The lines you return should be those containing the string "screenshot", taken from the data below.

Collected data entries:
▼
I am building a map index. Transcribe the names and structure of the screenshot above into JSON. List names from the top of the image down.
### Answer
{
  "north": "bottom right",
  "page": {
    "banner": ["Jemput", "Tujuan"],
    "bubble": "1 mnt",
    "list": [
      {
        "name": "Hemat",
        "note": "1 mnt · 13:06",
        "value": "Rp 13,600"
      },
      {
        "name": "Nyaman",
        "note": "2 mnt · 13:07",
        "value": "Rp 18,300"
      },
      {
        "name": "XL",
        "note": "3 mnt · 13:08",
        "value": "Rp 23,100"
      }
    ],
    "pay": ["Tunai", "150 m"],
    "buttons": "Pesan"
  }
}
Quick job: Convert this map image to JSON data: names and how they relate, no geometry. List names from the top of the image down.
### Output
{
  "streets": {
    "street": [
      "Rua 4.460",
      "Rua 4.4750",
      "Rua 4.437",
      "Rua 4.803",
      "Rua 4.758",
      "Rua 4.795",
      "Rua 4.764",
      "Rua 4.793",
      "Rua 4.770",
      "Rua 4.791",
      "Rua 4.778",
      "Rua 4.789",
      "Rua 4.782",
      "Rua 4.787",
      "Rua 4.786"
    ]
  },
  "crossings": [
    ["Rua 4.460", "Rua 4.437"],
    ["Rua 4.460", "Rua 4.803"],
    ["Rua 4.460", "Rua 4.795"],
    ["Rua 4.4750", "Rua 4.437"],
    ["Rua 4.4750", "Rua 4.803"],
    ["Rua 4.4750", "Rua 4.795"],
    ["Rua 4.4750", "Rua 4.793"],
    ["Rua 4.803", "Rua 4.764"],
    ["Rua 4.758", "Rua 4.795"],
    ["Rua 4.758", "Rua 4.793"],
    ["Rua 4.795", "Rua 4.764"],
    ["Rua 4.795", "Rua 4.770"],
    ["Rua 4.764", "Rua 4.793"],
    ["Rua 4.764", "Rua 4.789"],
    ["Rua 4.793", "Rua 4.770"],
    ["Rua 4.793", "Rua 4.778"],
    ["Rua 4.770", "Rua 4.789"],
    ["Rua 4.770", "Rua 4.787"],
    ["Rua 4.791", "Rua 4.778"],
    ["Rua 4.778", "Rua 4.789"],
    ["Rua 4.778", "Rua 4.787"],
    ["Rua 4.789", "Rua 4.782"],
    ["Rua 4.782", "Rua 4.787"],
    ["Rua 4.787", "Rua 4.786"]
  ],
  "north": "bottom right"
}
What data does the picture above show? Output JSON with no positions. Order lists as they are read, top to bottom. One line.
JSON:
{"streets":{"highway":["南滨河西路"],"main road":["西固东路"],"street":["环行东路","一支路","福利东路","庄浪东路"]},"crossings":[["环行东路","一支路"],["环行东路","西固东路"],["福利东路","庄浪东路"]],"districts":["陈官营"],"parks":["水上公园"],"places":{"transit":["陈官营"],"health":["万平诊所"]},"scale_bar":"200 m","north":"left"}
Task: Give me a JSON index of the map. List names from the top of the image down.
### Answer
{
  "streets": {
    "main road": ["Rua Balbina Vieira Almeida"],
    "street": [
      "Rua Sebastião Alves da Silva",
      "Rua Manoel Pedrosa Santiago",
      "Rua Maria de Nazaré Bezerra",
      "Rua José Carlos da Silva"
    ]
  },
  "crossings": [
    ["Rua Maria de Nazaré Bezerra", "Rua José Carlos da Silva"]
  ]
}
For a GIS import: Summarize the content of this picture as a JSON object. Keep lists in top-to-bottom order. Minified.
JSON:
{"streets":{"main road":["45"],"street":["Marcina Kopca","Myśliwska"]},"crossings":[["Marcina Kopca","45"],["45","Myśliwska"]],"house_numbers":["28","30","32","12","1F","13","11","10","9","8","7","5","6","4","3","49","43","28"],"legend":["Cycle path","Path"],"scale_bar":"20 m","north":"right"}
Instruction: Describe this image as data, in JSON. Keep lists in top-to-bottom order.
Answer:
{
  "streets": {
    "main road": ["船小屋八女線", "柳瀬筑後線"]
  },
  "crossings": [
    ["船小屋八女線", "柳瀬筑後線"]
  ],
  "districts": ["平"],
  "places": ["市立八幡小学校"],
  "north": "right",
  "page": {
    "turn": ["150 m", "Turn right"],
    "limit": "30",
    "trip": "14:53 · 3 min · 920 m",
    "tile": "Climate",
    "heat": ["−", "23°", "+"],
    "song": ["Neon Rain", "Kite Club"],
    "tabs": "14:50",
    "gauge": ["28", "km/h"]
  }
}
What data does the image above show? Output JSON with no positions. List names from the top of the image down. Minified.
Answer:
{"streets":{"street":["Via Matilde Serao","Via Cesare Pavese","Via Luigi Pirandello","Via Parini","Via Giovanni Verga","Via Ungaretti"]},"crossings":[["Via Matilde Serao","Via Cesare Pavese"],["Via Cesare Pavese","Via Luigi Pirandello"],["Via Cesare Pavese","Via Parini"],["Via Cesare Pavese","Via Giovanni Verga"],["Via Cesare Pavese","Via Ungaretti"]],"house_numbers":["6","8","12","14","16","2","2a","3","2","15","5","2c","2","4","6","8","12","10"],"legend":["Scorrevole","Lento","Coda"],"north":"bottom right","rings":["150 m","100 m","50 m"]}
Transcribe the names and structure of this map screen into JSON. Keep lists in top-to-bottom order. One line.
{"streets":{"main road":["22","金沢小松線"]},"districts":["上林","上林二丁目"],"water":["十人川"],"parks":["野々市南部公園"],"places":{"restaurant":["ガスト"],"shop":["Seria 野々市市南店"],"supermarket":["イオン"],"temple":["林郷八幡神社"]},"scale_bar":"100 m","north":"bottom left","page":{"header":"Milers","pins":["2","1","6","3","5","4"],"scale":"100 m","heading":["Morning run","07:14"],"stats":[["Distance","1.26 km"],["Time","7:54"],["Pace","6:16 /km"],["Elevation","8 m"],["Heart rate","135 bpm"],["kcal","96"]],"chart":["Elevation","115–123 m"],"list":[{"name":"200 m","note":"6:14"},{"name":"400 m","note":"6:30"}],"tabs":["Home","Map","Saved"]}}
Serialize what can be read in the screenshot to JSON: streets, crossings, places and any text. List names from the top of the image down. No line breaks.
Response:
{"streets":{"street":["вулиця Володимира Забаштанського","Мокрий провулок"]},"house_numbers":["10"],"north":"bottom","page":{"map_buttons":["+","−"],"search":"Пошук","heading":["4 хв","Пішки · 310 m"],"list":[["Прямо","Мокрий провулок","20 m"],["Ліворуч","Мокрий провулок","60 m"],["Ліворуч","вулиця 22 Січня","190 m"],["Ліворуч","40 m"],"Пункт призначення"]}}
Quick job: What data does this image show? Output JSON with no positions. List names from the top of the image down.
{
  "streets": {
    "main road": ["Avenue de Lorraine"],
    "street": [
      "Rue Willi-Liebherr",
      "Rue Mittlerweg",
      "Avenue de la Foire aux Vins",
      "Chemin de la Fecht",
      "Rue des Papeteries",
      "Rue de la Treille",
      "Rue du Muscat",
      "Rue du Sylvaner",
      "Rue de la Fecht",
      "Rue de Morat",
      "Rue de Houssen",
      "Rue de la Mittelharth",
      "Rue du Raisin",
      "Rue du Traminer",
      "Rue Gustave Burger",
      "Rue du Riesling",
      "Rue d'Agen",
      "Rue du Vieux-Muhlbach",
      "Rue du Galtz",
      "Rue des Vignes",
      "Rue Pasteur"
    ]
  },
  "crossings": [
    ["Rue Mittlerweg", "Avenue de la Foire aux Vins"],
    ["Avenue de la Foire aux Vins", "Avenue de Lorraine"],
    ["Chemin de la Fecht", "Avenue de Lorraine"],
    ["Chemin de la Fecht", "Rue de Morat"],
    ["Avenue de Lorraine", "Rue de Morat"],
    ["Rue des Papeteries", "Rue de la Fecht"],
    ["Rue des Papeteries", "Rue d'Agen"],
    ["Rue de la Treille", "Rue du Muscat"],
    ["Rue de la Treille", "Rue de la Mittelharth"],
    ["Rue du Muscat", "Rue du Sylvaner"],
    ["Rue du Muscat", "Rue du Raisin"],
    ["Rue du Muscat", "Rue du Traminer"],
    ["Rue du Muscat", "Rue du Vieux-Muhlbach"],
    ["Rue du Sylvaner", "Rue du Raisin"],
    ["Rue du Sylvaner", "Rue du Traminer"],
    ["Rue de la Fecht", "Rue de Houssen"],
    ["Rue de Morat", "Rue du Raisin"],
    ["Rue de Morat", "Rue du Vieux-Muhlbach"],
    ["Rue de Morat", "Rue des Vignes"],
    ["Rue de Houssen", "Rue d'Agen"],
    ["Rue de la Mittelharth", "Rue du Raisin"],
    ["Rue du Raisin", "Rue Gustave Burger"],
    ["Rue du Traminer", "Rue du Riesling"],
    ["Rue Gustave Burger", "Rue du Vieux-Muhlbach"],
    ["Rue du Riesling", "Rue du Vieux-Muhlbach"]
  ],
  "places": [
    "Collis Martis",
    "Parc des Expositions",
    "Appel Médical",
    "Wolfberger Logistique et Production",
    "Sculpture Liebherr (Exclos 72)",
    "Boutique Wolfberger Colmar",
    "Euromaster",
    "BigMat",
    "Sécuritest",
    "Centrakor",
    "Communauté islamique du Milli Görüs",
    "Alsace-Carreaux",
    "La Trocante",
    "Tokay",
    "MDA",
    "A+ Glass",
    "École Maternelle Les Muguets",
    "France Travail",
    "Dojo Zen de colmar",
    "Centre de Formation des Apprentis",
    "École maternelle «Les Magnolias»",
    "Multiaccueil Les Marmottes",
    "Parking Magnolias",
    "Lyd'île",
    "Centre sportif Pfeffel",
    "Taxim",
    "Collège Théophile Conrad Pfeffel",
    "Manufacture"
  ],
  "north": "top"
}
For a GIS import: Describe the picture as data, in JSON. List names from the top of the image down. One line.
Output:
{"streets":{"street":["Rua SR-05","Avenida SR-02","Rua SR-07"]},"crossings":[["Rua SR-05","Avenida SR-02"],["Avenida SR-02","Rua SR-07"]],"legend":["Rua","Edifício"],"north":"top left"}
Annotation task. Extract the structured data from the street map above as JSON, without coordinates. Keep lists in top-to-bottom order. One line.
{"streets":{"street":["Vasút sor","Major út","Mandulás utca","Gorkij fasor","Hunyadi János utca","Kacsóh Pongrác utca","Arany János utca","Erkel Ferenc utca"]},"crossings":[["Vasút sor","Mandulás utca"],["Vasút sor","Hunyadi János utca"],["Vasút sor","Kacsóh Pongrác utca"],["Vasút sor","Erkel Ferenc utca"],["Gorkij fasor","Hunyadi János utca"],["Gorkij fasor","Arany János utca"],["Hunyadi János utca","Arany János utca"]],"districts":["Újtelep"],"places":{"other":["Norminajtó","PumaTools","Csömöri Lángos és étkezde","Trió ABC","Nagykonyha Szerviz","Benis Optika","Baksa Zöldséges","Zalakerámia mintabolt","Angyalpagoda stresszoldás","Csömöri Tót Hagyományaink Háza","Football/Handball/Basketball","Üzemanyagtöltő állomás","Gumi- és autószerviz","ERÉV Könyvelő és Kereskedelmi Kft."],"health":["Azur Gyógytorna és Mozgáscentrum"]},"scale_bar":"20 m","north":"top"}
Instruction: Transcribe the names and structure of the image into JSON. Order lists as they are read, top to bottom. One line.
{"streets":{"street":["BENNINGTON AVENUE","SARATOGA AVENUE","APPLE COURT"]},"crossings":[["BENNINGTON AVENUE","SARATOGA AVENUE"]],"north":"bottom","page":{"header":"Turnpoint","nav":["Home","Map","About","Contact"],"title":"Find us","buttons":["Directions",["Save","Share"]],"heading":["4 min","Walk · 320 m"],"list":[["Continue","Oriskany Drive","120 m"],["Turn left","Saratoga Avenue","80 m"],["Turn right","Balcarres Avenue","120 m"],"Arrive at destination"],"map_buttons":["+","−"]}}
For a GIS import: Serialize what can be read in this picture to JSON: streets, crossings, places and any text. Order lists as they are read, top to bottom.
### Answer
▲
Task result:
I am building a map index. Transcribe the names and structure of the screenshot above into JSON. List names from the top of the image down.
Serialize what can be read in the screenshot to JSON: streets, crossings, places and any text. List names from the top of the image down. No line breaks.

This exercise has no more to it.